As a special case, Caddy [placeholders](/docs/conventions#placeholders) (or [Caddyfile shorthands](/docs/caddyfile/concepts#placeholders)) may be used in these CEL expressions, as they are preprocessed and converted to regular CEL function calls before being interpreted by the CEL environment.
Examples:
```
expression {method}.startsWith("P")
```
### file
```
file {
root <paths>
try_files <files...>
try_policy first_exist|smallest_size|largest_size|most_recent_modified
}
```
By files.
- `root` defines the directory in which to look for files. Default is the current working directory, or the `root` [variable](/docs/modules/http.handlers.vars) (`{http.vars.root}`) if set.
- `try_files` checks files in its list that match the try_policy.
- `try_policy` specifies how to choose a file. Default is `first_exist`.
- `first_exist` checks for file existence. The first file that exists is selected.
- `smallest_size` chooses the file with the smallest size.
- `largest_size` chooses the file with the largest size.
- `most_recent_modified` chooses the file that was most recently modified.
### header
```
header <field> <value>
```
By request header fields.
- `<field>` is the name of the HTTP header field to check.
- `<value>` is the value the field must have to match.
- If prefixed with `*`, it performs a fast suffix match.
- If suffixed with `*`, it performs a fast prefix match.
- If enclosed by `*`, it performs a fast substring match.

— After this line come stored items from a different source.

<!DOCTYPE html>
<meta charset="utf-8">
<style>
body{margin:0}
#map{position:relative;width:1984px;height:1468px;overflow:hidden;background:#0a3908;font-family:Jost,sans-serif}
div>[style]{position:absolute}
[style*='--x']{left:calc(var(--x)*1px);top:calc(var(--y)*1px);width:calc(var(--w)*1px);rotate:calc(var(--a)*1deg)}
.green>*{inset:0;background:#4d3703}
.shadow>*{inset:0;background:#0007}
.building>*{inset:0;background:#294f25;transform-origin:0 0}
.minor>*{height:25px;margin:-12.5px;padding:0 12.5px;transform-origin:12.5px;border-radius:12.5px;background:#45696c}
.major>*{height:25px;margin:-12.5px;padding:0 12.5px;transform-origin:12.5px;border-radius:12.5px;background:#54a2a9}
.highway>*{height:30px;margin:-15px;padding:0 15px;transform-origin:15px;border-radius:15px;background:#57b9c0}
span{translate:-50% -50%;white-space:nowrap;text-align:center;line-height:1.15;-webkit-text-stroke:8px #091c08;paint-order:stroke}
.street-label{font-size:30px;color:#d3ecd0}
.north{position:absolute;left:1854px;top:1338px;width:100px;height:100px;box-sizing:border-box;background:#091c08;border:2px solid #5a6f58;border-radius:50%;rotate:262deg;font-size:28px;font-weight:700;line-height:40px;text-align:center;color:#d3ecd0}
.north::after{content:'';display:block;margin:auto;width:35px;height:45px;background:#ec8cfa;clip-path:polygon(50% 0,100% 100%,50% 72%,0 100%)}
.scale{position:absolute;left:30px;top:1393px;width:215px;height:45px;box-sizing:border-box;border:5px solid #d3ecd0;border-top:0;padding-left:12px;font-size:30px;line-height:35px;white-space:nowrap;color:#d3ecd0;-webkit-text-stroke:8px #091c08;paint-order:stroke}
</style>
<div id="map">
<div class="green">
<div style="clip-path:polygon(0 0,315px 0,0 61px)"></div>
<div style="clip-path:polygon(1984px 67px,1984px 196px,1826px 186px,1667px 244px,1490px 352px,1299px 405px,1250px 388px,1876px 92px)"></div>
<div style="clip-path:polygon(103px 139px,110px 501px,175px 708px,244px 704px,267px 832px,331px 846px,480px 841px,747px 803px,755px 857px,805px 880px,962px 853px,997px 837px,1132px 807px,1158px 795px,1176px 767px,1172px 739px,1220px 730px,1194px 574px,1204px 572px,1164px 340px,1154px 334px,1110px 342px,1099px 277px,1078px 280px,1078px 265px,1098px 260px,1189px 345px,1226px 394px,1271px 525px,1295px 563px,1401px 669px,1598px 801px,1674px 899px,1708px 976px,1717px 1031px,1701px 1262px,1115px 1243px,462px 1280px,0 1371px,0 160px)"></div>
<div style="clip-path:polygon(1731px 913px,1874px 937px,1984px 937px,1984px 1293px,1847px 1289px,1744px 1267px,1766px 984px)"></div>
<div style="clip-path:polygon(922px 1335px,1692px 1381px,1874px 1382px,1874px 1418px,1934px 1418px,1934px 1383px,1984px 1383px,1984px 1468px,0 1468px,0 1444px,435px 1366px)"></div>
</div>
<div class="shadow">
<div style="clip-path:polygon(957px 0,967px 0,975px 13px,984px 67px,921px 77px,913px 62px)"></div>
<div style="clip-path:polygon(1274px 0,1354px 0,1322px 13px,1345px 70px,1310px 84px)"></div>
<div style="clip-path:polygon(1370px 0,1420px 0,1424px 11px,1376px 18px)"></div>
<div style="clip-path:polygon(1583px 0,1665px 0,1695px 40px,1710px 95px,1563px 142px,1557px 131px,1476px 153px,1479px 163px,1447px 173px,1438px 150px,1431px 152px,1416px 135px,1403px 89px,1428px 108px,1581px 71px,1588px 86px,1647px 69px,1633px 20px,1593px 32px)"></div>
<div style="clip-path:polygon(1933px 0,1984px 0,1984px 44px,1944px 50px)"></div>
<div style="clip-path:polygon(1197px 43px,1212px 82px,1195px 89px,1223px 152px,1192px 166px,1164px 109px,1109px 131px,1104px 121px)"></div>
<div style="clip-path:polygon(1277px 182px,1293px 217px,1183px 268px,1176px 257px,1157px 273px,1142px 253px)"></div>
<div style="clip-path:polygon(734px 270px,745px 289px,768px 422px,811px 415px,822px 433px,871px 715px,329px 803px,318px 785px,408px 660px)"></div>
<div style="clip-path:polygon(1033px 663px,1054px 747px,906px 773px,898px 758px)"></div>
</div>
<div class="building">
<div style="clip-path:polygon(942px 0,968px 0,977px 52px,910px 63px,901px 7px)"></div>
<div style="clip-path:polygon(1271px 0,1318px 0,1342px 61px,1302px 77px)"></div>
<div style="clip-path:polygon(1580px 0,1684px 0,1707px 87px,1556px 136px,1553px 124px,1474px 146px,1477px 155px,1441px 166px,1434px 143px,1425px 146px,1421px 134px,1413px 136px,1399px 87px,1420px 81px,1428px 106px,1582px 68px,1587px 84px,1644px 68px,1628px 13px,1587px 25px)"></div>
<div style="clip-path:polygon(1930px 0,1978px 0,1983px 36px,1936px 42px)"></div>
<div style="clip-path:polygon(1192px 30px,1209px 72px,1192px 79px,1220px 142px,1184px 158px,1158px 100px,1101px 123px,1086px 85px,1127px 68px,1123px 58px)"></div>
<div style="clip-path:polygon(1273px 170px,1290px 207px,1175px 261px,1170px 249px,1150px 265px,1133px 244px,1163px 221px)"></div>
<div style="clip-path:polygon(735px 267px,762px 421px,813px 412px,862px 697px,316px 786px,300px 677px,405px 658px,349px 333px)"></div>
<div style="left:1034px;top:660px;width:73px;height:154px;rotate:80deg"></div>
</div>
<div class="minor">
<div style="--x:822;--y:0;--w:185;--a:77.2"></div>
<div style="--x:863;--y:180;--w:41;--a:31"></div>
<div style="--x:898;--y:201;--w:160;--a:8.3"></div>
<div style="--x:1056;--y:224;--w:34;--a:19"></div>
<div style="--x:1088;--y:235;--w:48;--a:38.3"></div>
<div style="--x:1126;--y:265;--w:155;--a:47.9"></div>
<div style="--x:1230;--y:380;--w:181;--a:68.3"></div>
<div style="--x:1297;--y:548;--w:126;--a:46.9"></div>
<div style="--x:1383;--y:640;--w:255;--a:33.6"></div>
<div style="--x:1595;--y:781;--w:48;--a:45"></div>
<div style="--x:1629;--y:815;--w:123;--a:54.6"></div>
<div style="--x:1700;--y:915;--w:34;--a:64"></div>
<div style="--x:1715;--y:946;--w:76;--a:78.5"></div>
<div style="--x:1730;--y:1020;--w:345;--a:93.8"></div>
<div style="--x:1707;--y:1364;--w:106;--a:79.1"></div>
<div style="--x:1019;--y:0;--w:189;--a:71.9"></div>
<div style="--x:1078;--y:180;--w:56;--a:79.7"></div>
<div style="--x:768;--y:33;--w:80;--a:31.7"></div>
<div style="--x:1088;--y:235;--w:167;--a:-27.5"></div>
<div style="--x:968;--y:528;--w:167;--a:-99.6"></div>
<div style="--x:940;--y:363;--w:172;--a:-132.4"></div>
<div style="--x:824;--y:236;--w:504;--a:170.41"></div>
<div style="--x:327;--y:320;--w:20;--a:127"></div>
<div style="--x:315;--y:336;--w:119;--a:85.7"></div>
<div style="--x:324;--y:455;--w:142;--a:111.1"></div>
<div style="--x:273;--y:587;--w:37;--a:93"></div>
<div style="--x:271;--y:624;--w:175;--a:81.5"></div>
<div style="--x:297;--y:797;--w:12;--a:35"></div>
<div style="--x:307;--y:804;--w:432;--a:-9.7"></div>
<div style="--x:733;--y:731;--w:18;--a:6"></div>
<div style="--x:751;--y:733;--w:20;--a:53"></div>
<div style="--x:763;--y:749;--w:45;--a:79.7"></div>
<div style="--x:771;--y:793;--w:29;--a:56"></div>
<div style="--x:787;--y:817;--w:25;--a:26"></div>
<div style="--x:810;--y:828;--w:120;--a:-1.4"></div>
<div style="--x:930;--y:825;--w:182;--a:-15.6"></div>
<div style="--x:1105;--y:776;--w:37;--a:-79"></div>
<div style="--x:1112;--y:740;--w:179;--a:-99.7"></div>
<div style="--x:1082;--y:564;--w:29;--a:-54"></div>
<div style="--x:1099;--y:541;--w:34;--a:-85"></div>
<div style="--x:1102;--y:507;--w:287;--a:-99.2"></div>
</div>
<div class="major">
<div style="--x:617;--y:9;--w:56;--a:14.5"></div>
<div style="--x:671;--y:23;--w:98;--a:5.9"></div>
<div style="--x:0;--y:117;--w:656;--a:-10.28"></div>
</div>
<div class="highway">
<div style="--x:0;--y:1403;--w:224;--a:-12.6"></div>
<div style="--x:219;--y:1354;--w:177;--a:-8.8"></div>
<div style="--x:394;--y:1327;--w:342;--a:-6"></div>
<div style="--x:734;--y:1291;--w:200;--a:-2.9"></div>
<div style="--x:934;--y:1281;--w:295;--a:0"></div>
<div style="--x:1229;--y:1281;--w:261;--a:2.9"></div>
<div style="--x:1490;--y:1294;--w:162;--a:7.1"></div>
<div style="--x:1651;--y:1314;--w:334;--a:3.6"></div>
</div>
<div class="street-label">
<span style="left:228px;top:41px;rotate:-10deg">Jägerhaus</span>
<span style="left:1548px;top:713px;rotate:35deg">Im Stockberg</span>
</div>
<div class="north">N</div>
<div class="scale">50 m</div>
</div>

- Otherwise, it is a fast exact match.
### header_regexp
```
header_regexp [<name>] <field> <regexp>
```
Like `header`, but supports regular expressions. Capture groups can be accessed via placeholder like `{http.regexp.name.capture_group}` where `name` is the name of the regular expression (optional, but recommended) and `capture_group` is either the name or number of the capture group in the expression.
### host
```
host <hosts...>
```
Matches request by the `Host` header field of the request. It is not common to use this in the Caddyfile, since most site blocks already indicate hosts in the address of the site. This matcher is mostly used in site blocks that don't define specific hostnames.
### method
```
method <verbs...>
```
By the method (verb) of the HTTP request. Verbs should be uppercase, like `POST`.
### not
```
not {
<any other matchers...>
}
```
Encloses other matchers and negates their result.
### path
```
path <paths...>
```
By request path, meaning the path component of the request's URI. Path matches are exact, but wildcards `*` may be used:
- At the end, for a prefix match (`/prefix/*`)
- At the beginning, for a suffix match (`*.suffix`)
- On both sides, for a substring match (`*/contains/*`)
- In the middle, for a globular match (`/accounts/*/info`)
### path_regexp
```
path_regexp [<name>] <regexp>
```
Like `path`, but supports regular expressions. Capture groups can be accessed via placeholder like `{http.regexp.name.capture_group}` where `name` is the name of the regular expression (optional, but recommended) and `capture_group` is either the name or number of the capture group in the expression.
### protocol
```
protocol http|https|grpc
```
By request protocol.
### query
```
query <key>=<val>...
```
By query string parameters. Should be a sequence of `key=value` pairs.
### remote_ip
```
remote_ip <ranges...>
```
By remote (client) IP address. Accepts exact IPs or CIDR ranges.